━━ Data segment

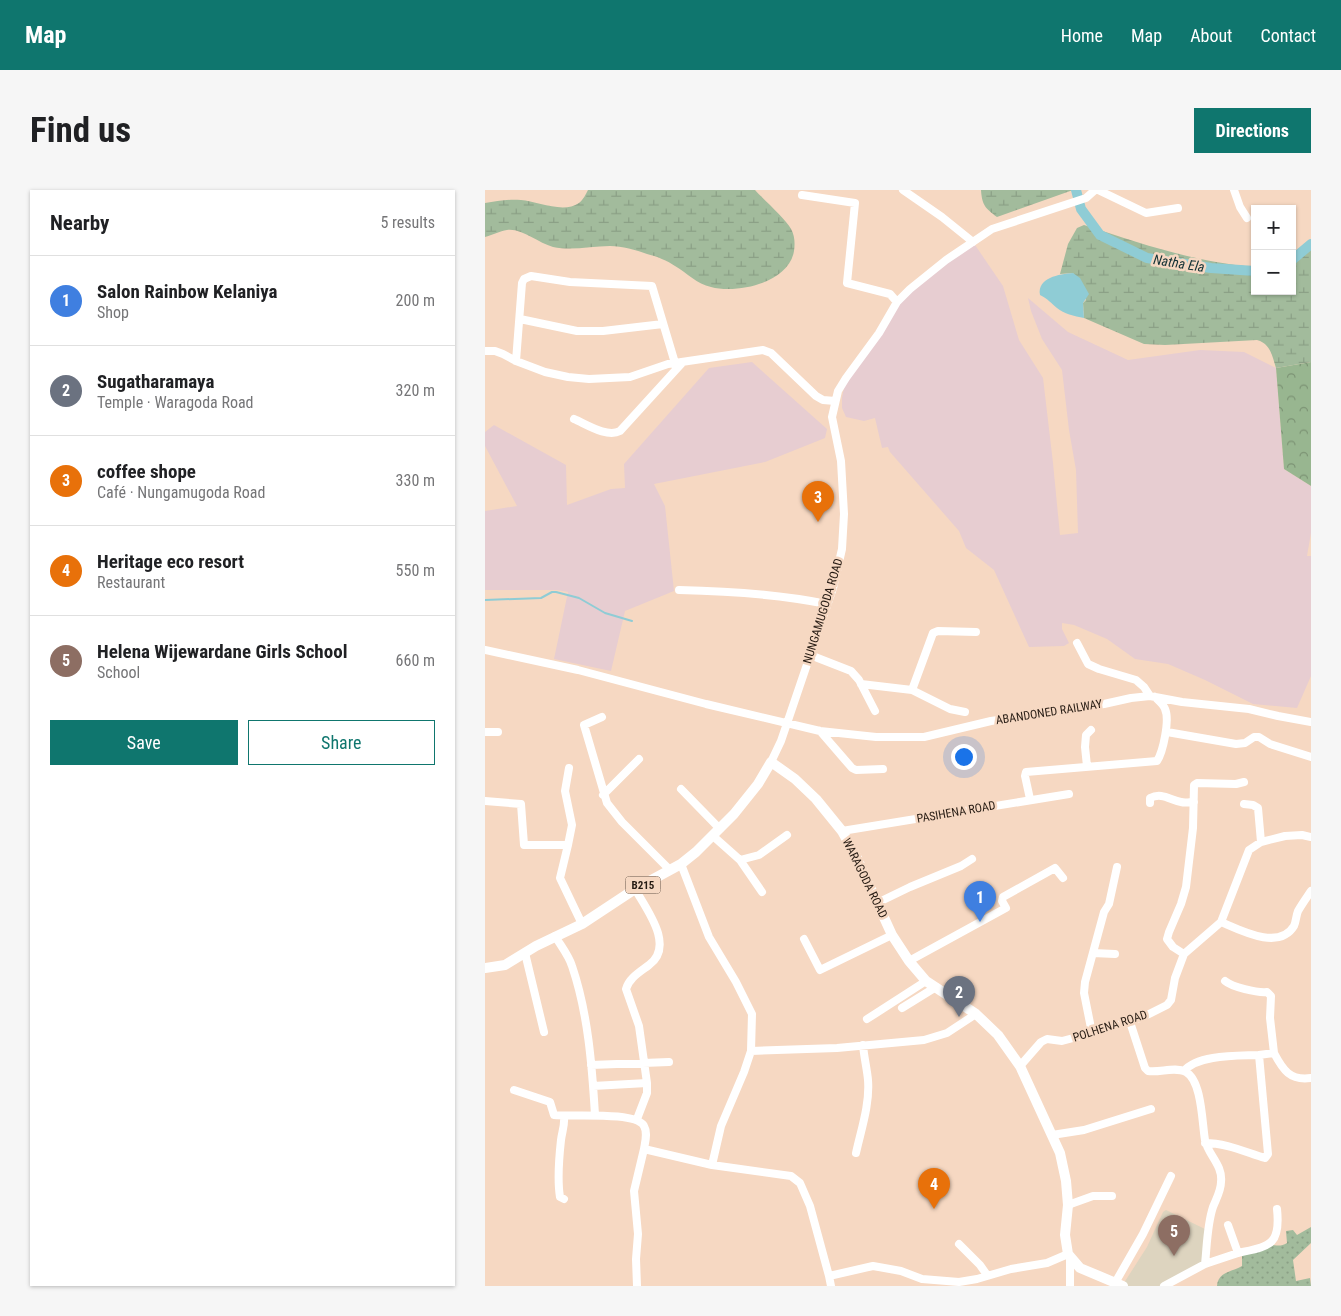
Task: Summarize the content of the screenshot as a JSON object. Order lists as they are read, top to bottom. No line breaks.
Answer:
{"streets":{"main road":["WARAGODA ROAD","B215"],"street":["NUNGAMUGODA ROAD","ABANDONED RAILWAY","PASIHENA ROAD","POLHENA ROAD"]},"crossings":[["NUNGAMUGODA ROAD","ABANDONED RAILWAY"],["NUNGAMUGODA ROAD","WARAGODA ROAD"],["NUNGAMUGODA ROAD","B215"],["PASIHENA ROAD","WARAGODA ROAD"],["WARAGODA ROAD","B215"],["WARAGODA ROAD","POLHENA ROAD"]],"water":["Natha Ela"],"page":{"header":"Map","nav":["Home","Map","About","Contact"],"buttons":["Directions",["Save","Share"]],"title":"Find us","heading":["Nearby","5 results"],"map_buttons":["+","−"],"list":[{"mark":"1","name":"Salon Rainbow Kelaniya","note":"Shop","value":"200 m"},{"mark":"2","name":"Sugatharamaya","note":"Temple · Waragoda Road","value":"320 m"},{"mark":"3","name":"coffee shope","note":"Café · Nungamugoda Road","value":"330 m"},{"mark":"4","name":"Heritage eco resort","note":"Restaurant","value":"550 m"},{"mark":"5","name":"Helena Wijewardane Girls School","note":"School","value":"660 m"}],"pins":["3","1","2","4","5"]}}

━━━━

◆ Exercise directions ◆
Please transcribe each line above exactly, but leave the images out.

◆ The completed task ◆
Task: Summarize the content of the screenshot as a JSON object. Order lists as they are read, top to bottom. No line breaks.
Answer:
{"streets":{"main road":["WARAGODA ROAD","B215"],"street":["NUNGAMUGODA ROAD","ABANDONED RAILWAY","PASIHENA ROAD","POLHENA ROAD"]},"crossings":[["NUNGAMUGODA ROAD","ABANDONED RAILWAY"],["NUNGAMUGODA ROAD","WARAGODA ROAD"],["NUNGAMUGODA ROAD","B215"],["PASIHENA ROAD","WARAGODA ROAD"],["WARAGODA ROAD","B215"],["WARAGODA ROAD","POLHENA ROAD"]],"water":["Natha Ela"],"page":{"header":"Map","nav":["Home","Map","About","Contact"],"buttons":["Directions",["Save","Share"]],"title":"Find us","heading":["Nearby","5 results"],"map_buttons":["+","−"],"list":[{"mark":"1","name":"Salon Rainbow Kelaniya","note":"Shop","value":"200 m"},{"mark":"2","name":"Sugatharamaya","note":"Temple · Waragoda Road","value":"320 m"},{"mark":"3","name":"coffee shope","note":"Café · Nungamugoda Road","value":"330 m"},{"mark":"4","name":"Heritage eco resort","note":"Restaurant","value":"550 m"},{"mark":"5","name":"Helena Wijewardane Girls School","note":"School","value":"660 m"}],"pins":["3","1","2","4","5"]}}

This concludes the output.